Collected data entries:

━━━━━━━━━━

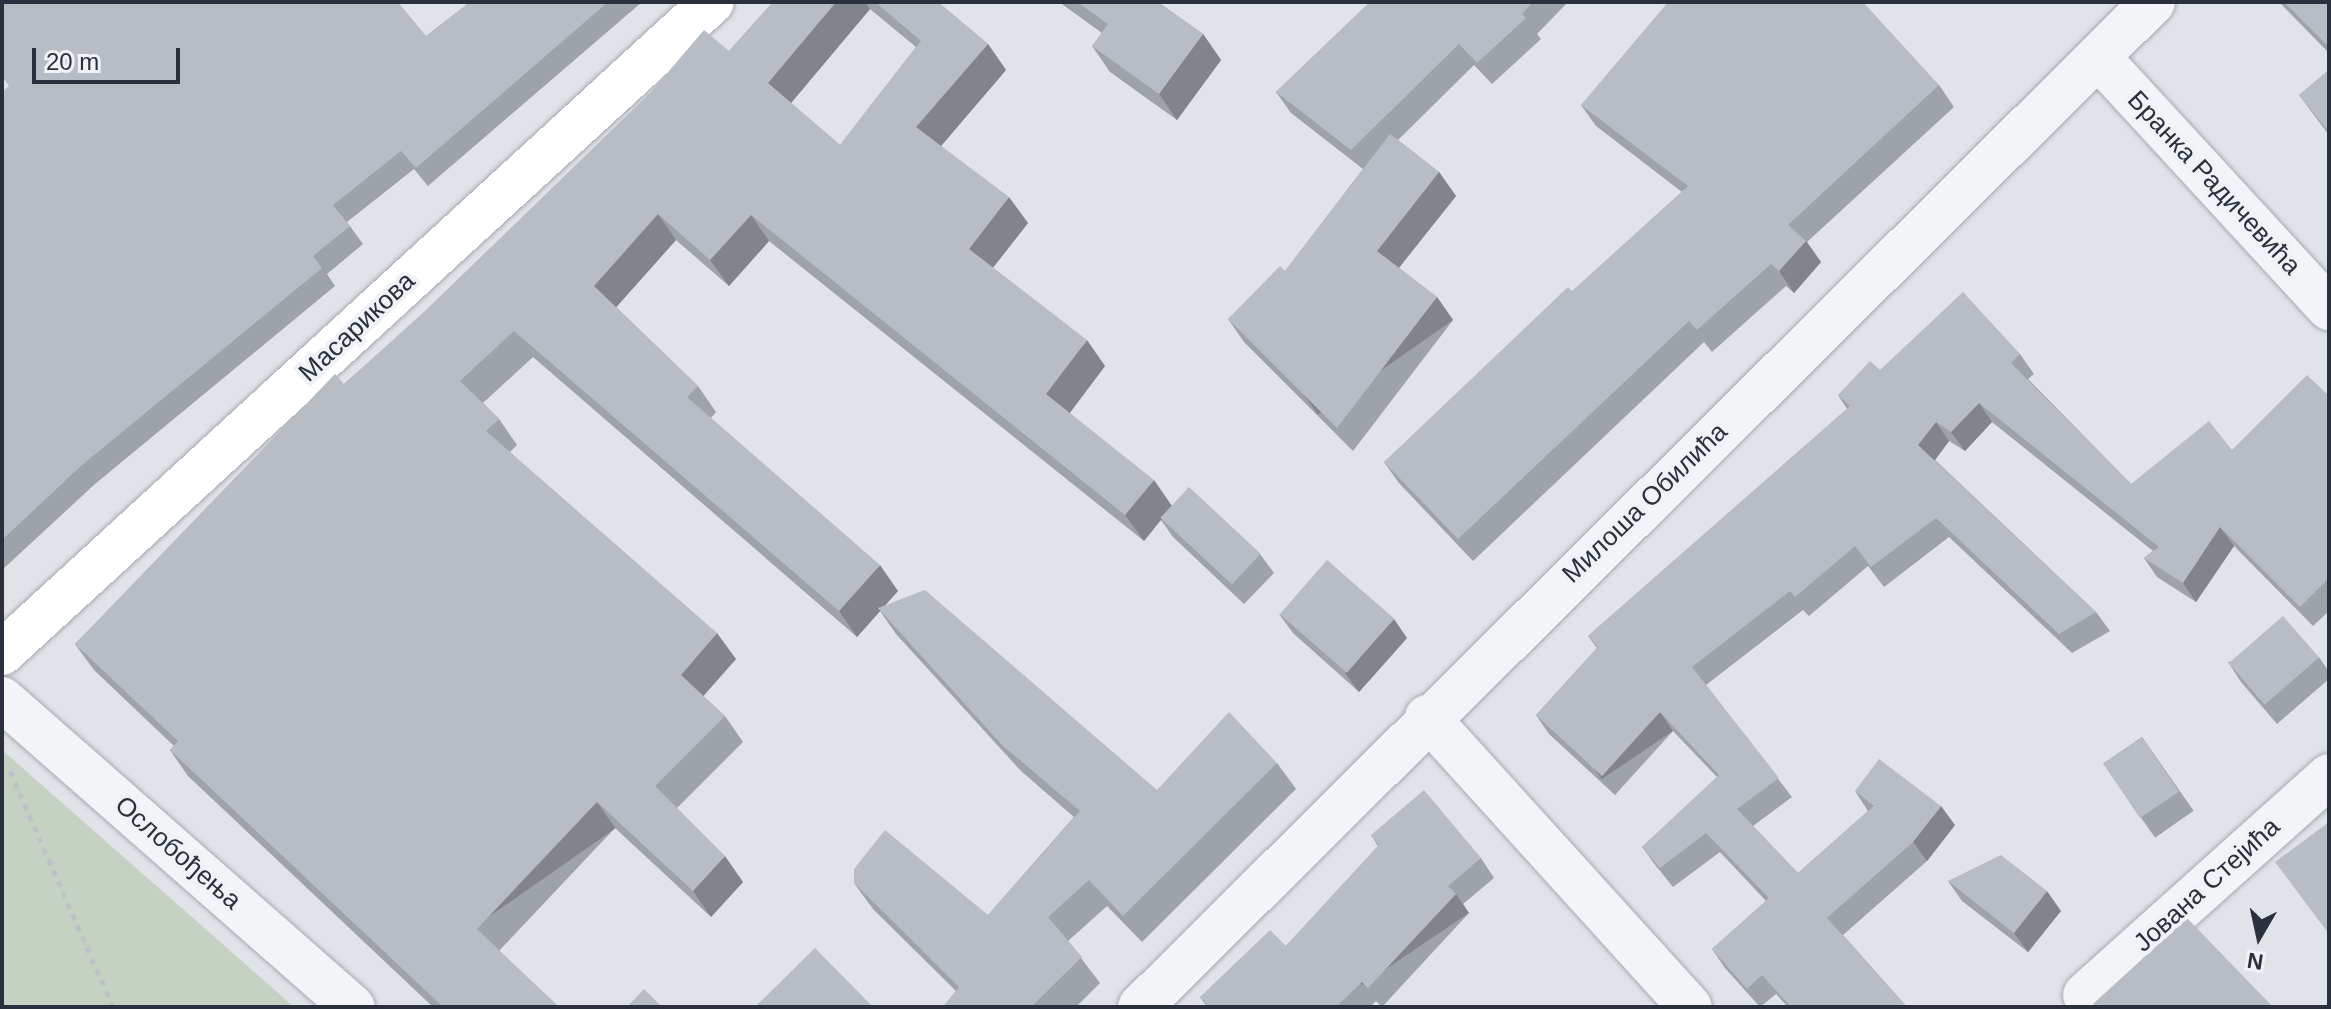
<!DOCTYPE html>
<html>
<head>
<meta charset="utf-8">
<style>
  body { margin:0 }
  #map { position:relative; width:2331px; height:1009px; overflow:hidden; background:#e0e3e8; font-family:Helvetica,sans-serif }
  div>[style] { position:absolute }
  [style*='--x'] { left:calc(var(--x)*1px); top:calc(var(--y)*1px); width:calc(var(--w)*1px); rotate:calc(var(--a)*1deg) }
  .green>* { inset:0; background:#c5d1c2 }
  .path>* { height:5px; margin-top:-2.5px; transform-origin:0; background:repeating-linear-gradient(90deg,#bec1c7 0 6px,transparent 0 12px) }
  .roads { filter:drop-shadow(0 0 2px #a6aab2) drop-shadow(0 0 2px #a6aab2) }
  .minor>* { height:44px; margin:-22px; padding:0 22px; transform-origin:22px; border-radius:22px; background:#f2f4f7 }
  .major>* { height:44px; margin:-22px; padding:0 22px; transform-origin:22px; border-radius:22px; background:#fff }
  .wall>* { inset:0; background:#9ea2a9; transform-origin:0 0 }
  .shaded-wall>* { inset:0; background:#818489; transform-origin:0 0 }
  .building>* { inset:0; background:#b8bcc4; transform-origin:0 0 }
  span { translate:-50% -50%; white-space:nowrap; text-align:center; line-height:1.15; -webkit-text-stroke:8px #eff2f6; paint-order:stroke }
  .street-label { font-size:26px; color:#2a303e }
  .frame { position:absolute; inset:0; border:4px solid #2a303e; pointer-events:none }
  .north { position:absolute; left:2219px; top:897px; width:80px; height:80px; -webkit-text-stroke:6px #eff2f6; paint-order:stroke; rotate:189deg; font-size:22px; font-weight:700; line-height:32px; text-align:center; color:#2a303e }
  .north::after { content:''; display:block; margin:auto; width:28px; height:36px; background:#2a303e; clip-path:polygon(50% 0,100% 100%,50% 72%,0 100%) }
  .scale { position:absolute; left:32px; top:48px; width:148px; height:36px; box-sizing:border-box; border:4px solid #2a303e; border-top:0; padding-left:10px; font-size:24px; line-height:28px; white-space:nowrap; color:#2a303e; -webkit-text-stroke:6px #eff2f6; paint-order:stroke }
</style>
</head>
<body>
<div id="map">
  <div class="green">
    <div style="clip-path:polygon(2px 750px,294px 1007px,2px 1007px)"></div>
  </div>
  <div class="path">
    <div style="--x:10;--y:771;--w:257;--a:66.4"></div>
  </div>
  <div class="roads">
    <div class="minor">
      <div style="--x:2099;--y:58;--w:340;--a:47.4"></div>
      <div style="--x:2;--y:699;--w:467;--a:41.3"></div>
      <div style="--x:1427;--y:717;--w:391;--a:47.8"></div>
      <div style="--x:2085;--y:995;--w:328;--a:-41.9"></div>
      <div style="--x:1140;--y:1007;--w:1427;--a:-44.77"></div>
    </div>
    <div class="major">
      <div style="--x:2;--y:653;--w:963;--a:-42.52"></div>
    </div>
  </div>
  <div class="wall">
    <div style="clip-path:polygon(470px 2px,642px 2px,428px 186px,414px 169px,347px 222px,363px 244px,327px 274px,335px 286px,95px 484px,2px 570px,2px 92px,426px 36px)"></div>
    <div style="clip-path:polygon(evenodd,773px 2px,941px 2px,939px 3px,988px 44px,1006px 70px,941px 146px,1028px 223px,993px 268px,1105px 366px,1070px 413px,1171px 505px,1260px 554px,1274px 573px,1244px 604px,1173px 537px,1161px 520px,1144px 541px,769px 241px,729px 286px,676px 240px,616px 307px,698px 386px,716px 412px,711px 418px,898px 591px,885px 605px,1157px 790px,1277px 763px,1296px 789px,1142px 942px,1107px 906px,1068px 941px,1100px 983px,1076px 1007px,943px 1007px,956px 991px,873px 909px,854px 883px,988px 915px,1074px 817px,1021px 771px,896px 634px,880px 611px,857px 637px,533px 357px,483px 403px,499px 419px,517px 445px,510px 452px,736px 659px,703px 696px,725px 716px,743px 742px,677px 808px,743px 882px,711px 917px,615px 828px,499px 951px,559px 1007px,433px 1007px,188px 776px,170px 750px,174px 746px,94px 670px,75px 644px,344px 384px,729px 51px,773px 2px,870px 9px,916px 47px,840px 145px,791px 103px,870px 9px)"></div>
    <div style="clip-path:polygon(1059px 2px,1158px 2px,1203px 34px,1221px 60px,1177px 120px,1110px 72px,1092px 46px,1102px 33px)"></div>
    <div style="clip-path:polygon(1370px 2px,1568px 2px,1537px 34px,1541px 39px,1492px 84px,1474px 65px,1398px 140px,1439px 172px,1456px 196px,1399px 268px,1437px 297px,1453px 320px,1353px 451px,1244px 342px,1228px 319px,1285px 271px,1363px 169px,1291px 113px,1276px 92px)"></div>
    <div style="clip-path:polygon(2279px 2px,2329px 2px,2329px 53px)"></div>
    <div style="clip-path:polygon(2329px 70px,2329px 135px,2299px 95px)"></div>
    <div style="clip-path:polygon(1939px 85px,1954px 107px,1807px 242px,1821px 262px,1794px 293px,1786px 286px,1712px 352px,1704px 342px,1473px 561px,1399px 483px,1384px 462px,1682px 192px,1596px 126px,1581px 105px)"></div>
    <div style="clip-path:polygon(2020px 354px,2034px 374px,2028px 379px,2131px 484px,2232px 450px,2329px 396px,2329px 611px,2313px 626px,2234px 546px,2196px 602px,2157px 577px,2144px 558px,2153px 551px,1992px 422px,1965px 451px,1949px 441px,1935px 460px,2096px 612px,2110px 631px,2072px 653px,1949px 537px,1884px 587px,1868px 566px,1809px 616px,1803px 610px,1706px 685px,1792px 797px,1753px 826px,1798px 873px,1868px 811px,1855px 791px,1955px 825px,1927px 861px,1843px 935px,1907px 1007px,1788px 1007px,1776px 994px,1760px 1007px,1725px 968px,1712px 949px,1766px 901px,1720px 852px,1673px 887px,1656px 866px,1642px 847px,1717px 777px,1673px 731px,1615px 795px,1549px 734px,1536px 715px,1597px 648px,1588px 636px,1847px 409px,1838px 395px,1880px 370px)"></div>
    <div style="clip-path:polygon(1279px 614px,1407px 638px,1359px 692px,1293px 633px)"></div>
    <div style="clip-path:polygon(2319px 657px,2329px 672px,2329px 679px,2277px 724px,2241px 682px,2228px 662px)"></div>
    <div style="left:2142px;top:737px;width:90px;height:47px;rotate:55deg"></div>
    <div style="clip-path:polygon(1371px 835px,1481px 858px,1494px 878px,1463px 904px,1469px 913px,1382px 1007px,1376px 1001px,1370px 1007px,1207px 1007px,1200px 997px,1286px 946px,1378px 846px)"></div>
    <div style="clip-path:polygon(1948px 881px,2061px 911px,2028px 952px,1962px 901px)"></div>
  </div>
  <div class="shaded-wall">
    <div style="clip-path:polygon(836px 2px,865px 2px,870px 9px,786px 109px,768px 83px)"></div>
    <div style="clip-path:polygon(1203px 34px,1221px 60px,1177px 120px,1159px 94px)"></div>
    <div style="clip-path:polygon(988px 44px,1006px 70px,935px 153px,916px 127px)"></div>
    <div style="clip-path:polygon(1439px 172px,1456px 196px,1393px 275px,1377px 251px)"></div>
    <div style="clip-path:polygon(1009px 197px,1028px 223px,987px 275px,969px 249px)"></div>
    <div style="clip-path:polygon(658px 214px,676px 240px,612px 312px,594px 286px)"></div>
    <div style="clip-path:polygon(751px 215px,769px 241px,729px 286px,710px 260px)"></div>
    <div style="clip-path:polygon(1806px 241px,1821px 262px,1794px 293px,1779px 271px)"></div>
    <div style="left:1437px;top:297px;width:28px;height:165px;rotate:55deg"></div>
    <div style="clip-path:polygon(1087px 340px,1105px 366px,1064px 420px,1046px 394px)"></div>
    <div style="clip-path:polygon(1979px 403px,1992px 422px,1965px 451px,1951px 432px)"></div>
    <div style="clip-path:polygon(1936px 422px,1949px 441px,1932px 464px,1918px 445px)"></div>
    <div style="clip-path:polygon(1154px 480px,1172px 506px,1144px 541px,1125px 515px)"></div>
    <div style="clip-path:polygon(2220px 527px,2234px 546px,2196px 602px,2183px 583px)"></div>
    <div style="clip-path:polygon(880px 565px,898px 591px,857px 637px,839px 611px)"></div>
    <div style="clip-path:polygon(1394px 619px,1407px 638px,1359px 692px,1345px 673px)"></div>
    <div style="clip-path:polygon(717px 633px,736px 659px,699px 701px,681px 675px)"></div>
    <div style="left:1660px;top:712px;width:23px;height:86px;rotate:56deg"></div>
    <div style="left:597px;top:802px;width:32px;height:175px;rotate:55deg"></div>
    <div style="clip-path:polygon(1941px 806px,1955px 825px,1927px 861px,1913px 842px)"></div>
    <div style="clip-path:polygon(725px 856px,743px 882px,711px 917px,693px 891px)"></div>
    <div style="clip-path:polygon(2047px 891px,2061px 911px,2028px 952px,2014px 933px)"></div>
    <div style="left:1456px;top:894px;width:23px;height:129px;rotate:56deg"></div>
  </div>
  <div class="building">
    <div style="clip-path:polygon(2px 2px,398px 2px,426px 36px,470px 2px,608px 2px,416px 168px,401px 151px,333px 205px,350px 226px,313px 256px,322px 268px,82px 465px,2px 540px,2px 92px,9px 86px,2px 76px)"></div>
    <div style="clip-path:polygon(773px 2px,836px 2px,768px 83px,840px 145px,921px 41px,875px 2px,938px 2px,988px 44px,916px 127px,1009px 197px,969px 249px,1087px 340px,1046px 394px,1154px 480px,1125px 515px,751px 215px,710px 260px,658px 214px,594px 286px,698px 386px,687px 397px,880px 565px,839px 611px,514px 331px,460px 381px,499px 419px,486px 431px,717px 633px,681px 675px,725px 716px,655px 786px,725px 856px,693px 891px,597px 802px,477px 929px,559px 1007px,443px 1007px,170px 750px,178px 741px,75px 644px,335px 374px,344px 384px,425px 311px,651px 92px,704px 30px,729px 51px)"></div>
    <div style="clip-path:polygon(1077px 2px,1158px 2px,1203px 34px,1159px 94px,1092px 46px,1108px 24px)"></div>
    <div style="clip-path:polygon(1370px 2px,1533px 2px,1522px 14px,1526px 18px,1477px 63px,1459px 44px,1351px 150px,1276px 92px)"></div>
    <div style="clip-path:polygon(1668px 2px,1863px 2px,1939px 85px,1788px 225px,1806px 241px,1779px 271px,1771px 264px,1697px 330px,1689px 321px,1458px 539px,1384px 462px,1568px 287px,1572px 291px,1688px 186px,1581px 105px)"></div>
    <div style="clip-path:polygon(2284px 2px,2329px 2px,2329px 42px,2326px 44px)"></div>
    <div style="clip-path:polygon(2329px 70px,2329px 132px,2299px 95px)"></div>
    <div style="clip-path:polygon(1390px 134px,1439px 172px,1377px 251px,1437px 297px,1337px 428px,1228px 319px,1280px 266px,1285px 271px)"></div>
    <div style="clip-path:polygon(1963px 292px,2020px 354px,2011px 363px,2131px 484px,2209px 421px,2232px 450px,2307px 375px,2329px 396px,2329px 578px,2300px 607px,2220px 527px,2183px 583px,2144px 558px,2159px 547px,1979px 403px,1951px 432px,1936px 422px,1918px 445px,2096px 612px,2059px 634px,1936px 518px,1871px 567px,1855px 546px,1795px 597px,1790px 591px,1692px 667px,1779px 778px,1737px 809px,1798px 873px,1874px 806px,1855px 791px,1879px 759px,1941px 806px,1913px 842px,1827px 918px,1907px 1007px,1791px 1007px,1762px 975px,1747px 989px,1712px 949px,1769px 898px,1706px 833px,1660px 868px,1642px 847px,1719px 775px,1660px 712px,1602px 776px,1536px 715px,1598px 647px,1588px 636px,1850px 406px,1838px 395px,1870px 361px,1880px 370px)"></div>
    <div style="left:1189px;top:487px;width:98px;height:42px;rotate:43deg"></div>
    <div style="left:1327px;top:560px;width:89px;height:72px;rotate:41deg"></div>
    <div style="clip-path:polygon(925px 590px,1157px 790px,1229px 712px,1277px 763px,1123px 916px,1089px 880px,1048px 917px,1082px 957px,1031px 1007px,943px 1007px,959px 987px,854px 883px,854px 869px,885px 830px,988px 915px,1080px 811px,1002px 745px,878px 608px)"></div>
    <div style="left:2283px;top:616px;width:55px;height:72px;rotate:49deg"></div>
    <div style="left:2142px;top:737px;width:66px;height:47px;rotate:56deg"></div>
    <div style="clip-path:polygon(1424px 790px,1481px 858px,1448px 886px,1456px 894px,1368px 988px,1362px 982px,1336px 1007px,1209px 1007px,1200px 997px,1270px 930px,1286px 946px,1379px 845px,1371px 835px)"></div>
    <div style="clip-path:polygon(2329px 822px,2329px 934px,2275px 862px)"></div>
    <div style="clip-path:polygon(2001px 855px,2047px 891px,2014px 933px,1948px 881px)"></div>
    <div style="clip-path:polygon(2187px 918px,2273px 1007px,2096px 1007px,2093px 1004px)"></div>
    <div style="clip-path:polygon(815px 948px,873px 1007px,755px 1007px)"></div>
    <div style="clip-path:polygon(644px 989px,662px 1007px,627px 1007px)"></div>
  </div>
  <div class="street-label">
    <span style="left:2214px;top:183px;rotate:47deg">Бранка Радичевића</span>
    <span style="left:357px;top:327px;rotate:-43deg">Масарикова</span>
    <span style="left:1645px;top:503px;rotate:-44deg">Милоша Обилића</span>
    <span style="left:178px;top:853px;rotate:41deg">Ослобођења</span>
    <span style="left:2207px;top:885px;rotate:-42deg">Јована Стејића</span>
  </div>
  <div class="frame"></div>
  <div class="north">N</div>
  <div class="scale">20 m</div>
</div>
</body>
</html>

━━━━━━━━━━

### What you should do
Repeat, exactly as they stand above, the lines from the line with "height:5px; margin-top:-2.5px; transform-origin:0;" to the line with "filter:drop-shadow(0 0 2px", both lines included.

### Response
  .path>* { height:5px; margin-top:-2.5px; transform-origin:0; background:repeating-linear-gradient(90deg,#bec1c7 0 6px,transparent 0 12px) }
  .roads { filter:drop-shadow(0 0 2px #a6aab2) drop-shadow(0 0 2px #a6aab2) }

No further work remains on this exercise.